Extraordinary alliance provides a chance of real democracy in Malaysia
Modern Malaysian history has surely pivoted after Anwar Ibrahim walked free from three years in prison yesterday.
Modern Malaysian history has surely pivoted after Anwar Ibrahim walked free from three years in prison yesterday, ending a sentence timed to make sure he couldn’t run in last week’s national election.
Anwar, a young-looking, lean 70, notwithstanding the trials and assaults and persecutions of more than eight years in jail in two stints since 1998, smiled and gently waved to crowds of supporters.

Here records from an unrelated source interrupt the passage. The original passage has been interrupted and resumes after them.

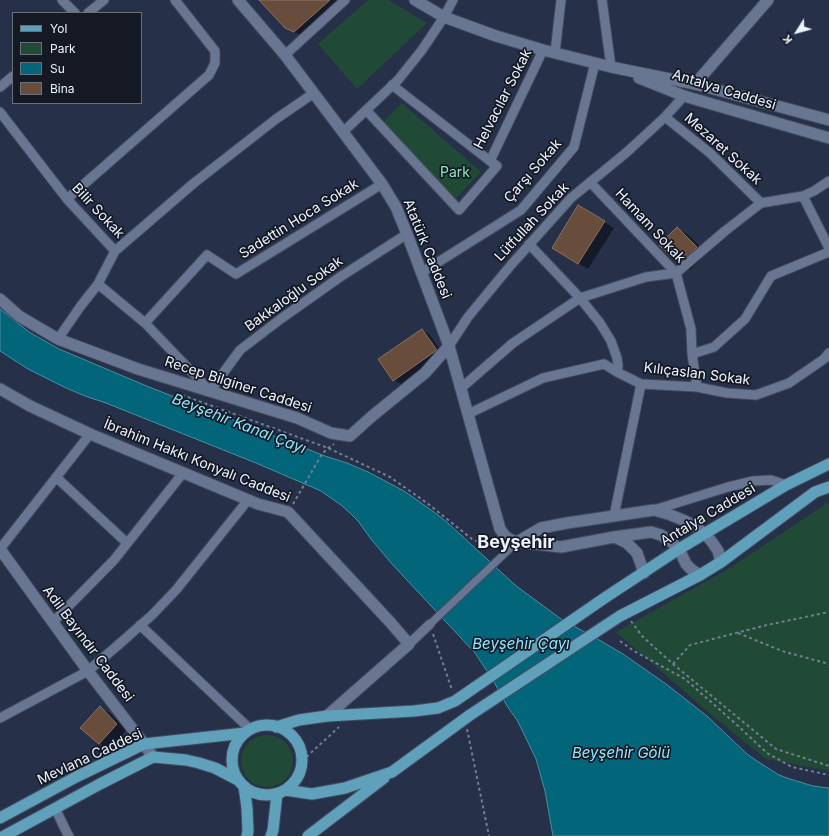 <!DOCTYPE html>
<meta charset="utf-8">
<style>
body{margin:0}
#map{position:relative;width:829px;height:836px;overflow:hidden;background:#263149;font-family:Inter,sans-serif}
canvas{display:block}
.legend{position:absolute;left:12px;top:12px;width:130px;height:92px;box-sizing:border-box;background:#141924;border:1px solid #6a707c;margin:0;padding:5px 7px;list-style:none;font-size:12px;color:#ecf2ff}
.legend li{display:flex;align-items:center;gap:8px;height:20px}
.legend b{width:20px;border:1px solid #6a707c}
.north{position:absolute;left:777px;top:12px;width:40px;height:40px;-webkit-text-stroke:3px #141924;paint-order:stroke;rotate:233deg;font-size:11px;font-weight:700;line-height:16px;text-align:center;color:#ecf2ff}
.north::after{content:'';display:block;margin:auto;width:14px;height:18px;background:#ecf2ff;clip-path:polygon(50% 0,100% 100%,50% 72%,0 100%)}
</style>
<div id="map">
<canvas width="829" height="836"></canvas>
<ul class="legend">
<li><b style="height:5px;background:#5fa0ba"></b>Yol</li>
<li><b style="height:11px;background:#204a36"></b>Park</li>
<li><b style="height:11px;background:#026579"></b>Su</li>
<li><b style="height:11px;background:#684c3c"></b>Bina</li>
</ul>
<div class="north">K</div>
</div>
<script>
const ctx = document.querySelector('canvas').getContext('2d');
ctx.lineJoin = 'round';
function fill(path, color) { ctx.fillStyle = color; ctx.fill(path, 'evenodd'); }
const poly = rows => new Path2D(rows.map(r => 'M' + r).join(''));
function strokePath(path, color, width, dash) { ctx.strokeStyle = color; ctx.lineWidth = width; ctx.lineCap = dash ? 'butt' : 'round'; ctx.setLineDash(dash || []); ctx.stroke(path); }
function label(font, color, halo, rows, align = 'center') {
  ctx.font = font + ' Inter,sans-serif'; ctx.lineWidth = 3.5; ctx.setLineDash([]); ctx.textBaseline = 'middle'; ctx.strokeStyle = halo; ctx.fillStyle = color; for (const [text, x, y, turn = 0] of rows) {
    ctx.save(); ctx.translate(x, y); ctx.rotate((+turn || 0) * Math.PI / 180); ctx.textAlign = isNaN(turn) ? turn : align; if (halo) ctx.strokeText(text, 0, 0); ctx.fillText(text, 0, 0); ctx.restore();
  }
}
fill(poly([
 [368,0,388,0,427,23,357,89,318,44],
 [402,103,481,172,455,199,382,123],
 [829,502,829,771,766,759,714,717,616,632,730,568],
 '241 761a26 26 0 1 1 52 0a26 26 0 1 1-52 0Z'
]), '#204a36');
const water = poly([
 [0,309,29,332,59,349,149,387,325,456,347,463,368,472,404,491,434,512,448,523,515,585,561,619,601,641,623,654,666,684,708,717,747,754,757,761,779,775,790,779,813,786,829,788,829,836,553,836,545,791,536,759,523,732,517,720,507,706,493,680,475,653,392,564,371,539,358,521,350,513,341,505,321,491,256,463,106,403,85,396,64,387,28,369,0,351,0,309]
]);
fill(water, '#026579');
strokePath(water, '#488fa1', 1);
fill(poly([
 [261,0,346,0,305,37,296,33,286,27],
 [588,212,614,228,588,269,553,248],
 [677,228,687,234,707,253,690,270,681,265],
 [422,330,429,334,443,354,401,384,394,380],
 [100,708,110,713,126,730,109,749,100,743]
]), '#0007');
const building = poly([
 [259,0,330,0,294,32,285,28,259,0],
 [578,205,605,221,578,264,552,248,578,205],
 [677,227,697,247,680,265,659,245,677,227],
 [422,329,437,350,393,381,378,359,422,329],
 [100,706,117,724,99,744,80,728,100,706]
]);
fill(building, '#684c3c');
strokePath(building, '#8d705e', 1);
const pedestrian = poly([
 [430,624,517,542]
]);
const minor = poly([
 [62,0,75,13],
 [602,0,611,67],
 [88,13,104,0],
 [555,53,561,0],
 [285,55,345,0],
 [392,85,490,161,543,50],
 [0,87,13,76],
 [366,110,459,210,497,166,490,161],
 [0,112,67,199,115,251,98,284,145,323,210,391,240,350,282,318,340,277,407,234],
 [665,117,710,153,761,203],
 [343,132,398,80,422,50,444,17,453,0],
 [590,182,676,273,691,329,692,354,697,387],
 [803,196,829,248],
 [67,199,209,75,215,63,215,51,175,0],
 [529,244,580,298,600,323,611,341,617,358,618,366,617,372],
 [115,251,194,183,276,119,314,93],
 [421,273,521,210,574,147,595,63],
 [145,323,207,255,236,274,382,184],
 [58,339,80,307,98,284],
 [449,346,468,317,511,265,571,198,627,152,665,117,684,96],
 [692,354,714,347,745,319,771,276,829,252],
 [460,389,513,343,580,298,646,277,676,273,725,231,761,203,803,196,814,191,829,181],
 [468,414,543,378,604,364,617,372,641,384,697,387,727,393,756,395,789,383,824,359,829,353],
 [56,477,127,543],
 [654,510,728,487,753,481,771,480,786,485],
 [614,516,641,384],
 [0,549,90,434],
 [53,622,114,560,183,473],
 [140,625,251,730],
 [409,644,430,624],
 [0,718,88,671,125,639,152,615,176,590,248,500],
 [55,808,67,833,69,836]
]);
const tertiary = poly([
 [695,84,768,0],
 [0,299,19,316,58,339,138,369,297,418,331,433,350,436,371,417,425,373,449,346],
 [0,389,30,406,90,434,258,504,288,512,390,622,409,644,327,716]
]);
const secondary = poly([
 [238,0,285,55,382,184,396,207,407,234,449,346,500,529,505,536,511,540,517,542,561,547,614,537,621,540,627,543,637,553,644,573],
 [415,0,444,17,496,36,543,50,611,67,695,84,829,120],
 [639,78,684,96,829,138],
 [614,537,651,532,661,535,670,541,679,549,686,564,692,570,700,575],
 [517,542,541,528,567,523,654,510,668,514,683,520,695,526,705,534,712,542,718,551,721,562],
 [0,549,88,671,144,744,153,757]
]);
const primary = poly([
 '232 760a35 35 0 1 1 70 0a35 35 0 1 1-70 0Z',
 [276,727,299,720,327,716,414,711,438,708,455,701,606,597,679,549,786,485,829,464],
 [244,786,247,808,248,831,247,836],
 [285,790,312,794,345,788,392,772,470,715,620,616,700,575,721,562,815,492,829,487],
 [0,818,76,777,144,744,245,733],
 [4,836,100,784,153,757,186,760,199,763,215,768,238,780],
 [271,836,273,830,277,794],
 [308,836,384,778]
]);
strokePath(pedestrian, '#444c60', 9);
strokePath(minor, '#444c60', 11);
strokePath(tertiary, '#444c60', 13);
strokePath(secondary, '#444c60', 13);
strokePath(primary, '#444c60', 13);
strokePath(poly([
 [182,395,328,448,390,477,427,503,472,539,497,550],
 [293,504,322,454,328,448,334,444],
 [631,621,642,636,673,664,776,749,829,766],
 [738,633,782,651,829,664],
 [433,634,452,690],
 [620,641,634,651,685,679,737,725,767,753,792,767,829,775],
 [673,664,690,645,767,625,829,612],
 [467,729,489,836],
 [302,761,339,727]
]), '#747d91', 2, [3, 3]);
strokePath(pedestrian, '#697692', 7);
strokePath(minor, '#697692', 9);
strokePath(tertiary, '#697692', 11);
strokePath(secondary, '#697692', 11);
strokePath(primary, '#5fa0ba', 11);
label('14px', '#ecf2ff', '#141924', [
 ["Antalya Caddesi",724,90,17],
 ["Helvacılar Sokak",503,99,-63],
 ["Mezaret Sokak",723,149,42],
 ["Çarşı Sokak",533,171,-49],
 ["Bilir Sokak",98,211,47],
 ["Sadettin Hoca Sokak",299,219,-32],
 ["Lütfullah Sokak",532,222,-47],
 ["Hamam Sokak",650,226,47],
 ["Atatürk Caddesi",427,249,68],
 ["Bakkaloğlu Sokak",294,294,-36],
 ["Kılıçaslan Sokak",697,374,7],
 ["Recep Bilginer Caddesi",238,385,18],
 ["İbrahim Hakkı Konyalı Caddesi",197,461,22],
 ["Antalya Caddesi",708,515,-31],
 ["Adil Bayındır Caddesi",88,644,53],
 ["Mevlana Caddesi",90,757,-25]
]);
label('14px', '#89e8b8', '#141924', [
 ["Park",455,173]
]);
label('italic 15px', '#8ee5fd', '#141924', [
 ["Beyşehir Kanal Çayı",239,424,21],
 ["Beyşehir Çayı",521,644],
 ["Beyşehir Gölü",621,753]
]);
label('bold 18px', '#ecf2ff', '#141924', [
 ["Beyşehir",516,543]
]);
</script>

Then, just a couple of hours later, a press conference, with Anwar as fluent, engaged and convincing as ever.
He thanked Allah and the King of Malaysia for his pardon, thanked the Malaysian people of all races and then, in the most astonishing, historic twist of all, thanked Mahathir Mohamad, the new Prime Minister.
It was under Mahathir that Anwar, his former deputy prime minister, first went to jail on dubious sodomy charges in 1998.
Now the two are back in alliance in what must be the most complex and gothic human relationship on the planet. Next to Mahathir-Anwar, the Hawke-Keating, Howard-Costello and Turnbull-Abbott relationships were as stressful as a two-year-old’s birthday party.
Of course, Anwar has the advantage of youth. He is nearly a quarter of a century younger than the redoubtable Mahathir, who will soon turn 93.
So far, Mahathir, who has promised to hand the prime ministership to Anwar in a year or two, has been as good as his word, arranging the pardon and release of his former rival at lightning speed.
There is a chance this sequence could bring real democracy to Malaysia. Often in history the emergence from jail of a celebrated political prisoner fills a nation with hope and changes the course of its history. Think of South Africa’s Nelson Mandela, South Korea’s Kim Dae-jung, Czechoslovakia’s Vaclav Havel.
Sometimes, the hope is overdone. When they finally reach the top job, the former dissidents sometimes disappoint — think of Myanmar’s Aung San Suu Kyi.
And sometimes they are unspeakably worse — Zimbabwe’s Robert Mugabe was once a political prisoner.
Anwar is no Mugabe. He was offered a good life in America. Several times he could have walked away from Malaysian politics a free man and lived a celebrated life on the faculty of some Ivy League university as the voice of Asian liberalism.
He was once considered a dark-horse contender for UN secretary-general. Instead, he maintained his commitment to Malaysia.
And all those years, next to him in struggle, was his wife, Wan Aziza Wan Ismail, now Deputy Prime Minister.
Though she was distressed for her husband and her family, and often enough at her wits’ end, she maintained her dignity and composure. The Malaysian government never dared jail her.
It is also the case that though Anwar has been steadfast in the cause of liberalism for 20 years, he, like Mahathir, has his own authoritarian past to live down.
He was deputy prime minister when numerous opposition politicians and dissidents went to jail.
And still there must be some final twist of agonising irony that brave and effective as his last two elections campaigns were, Anwar never got the opposition over the line.
Mahathir did that, and he did it not only in opposition to the governing party, but also in opposition to the Islamic fundamentalist party, PAS, which had previously been part of Anwar’s coalition.
But today is no day to cavil. Anwar’s towering courage has won him a mighty victory.
It is a magnificent tribute to him. That the future of his nation depends once more on his relationship with Mahathir is perhaps the most extraordinary twist in a drama that has gone on now for 30 years. And just begun its most enthralling phase.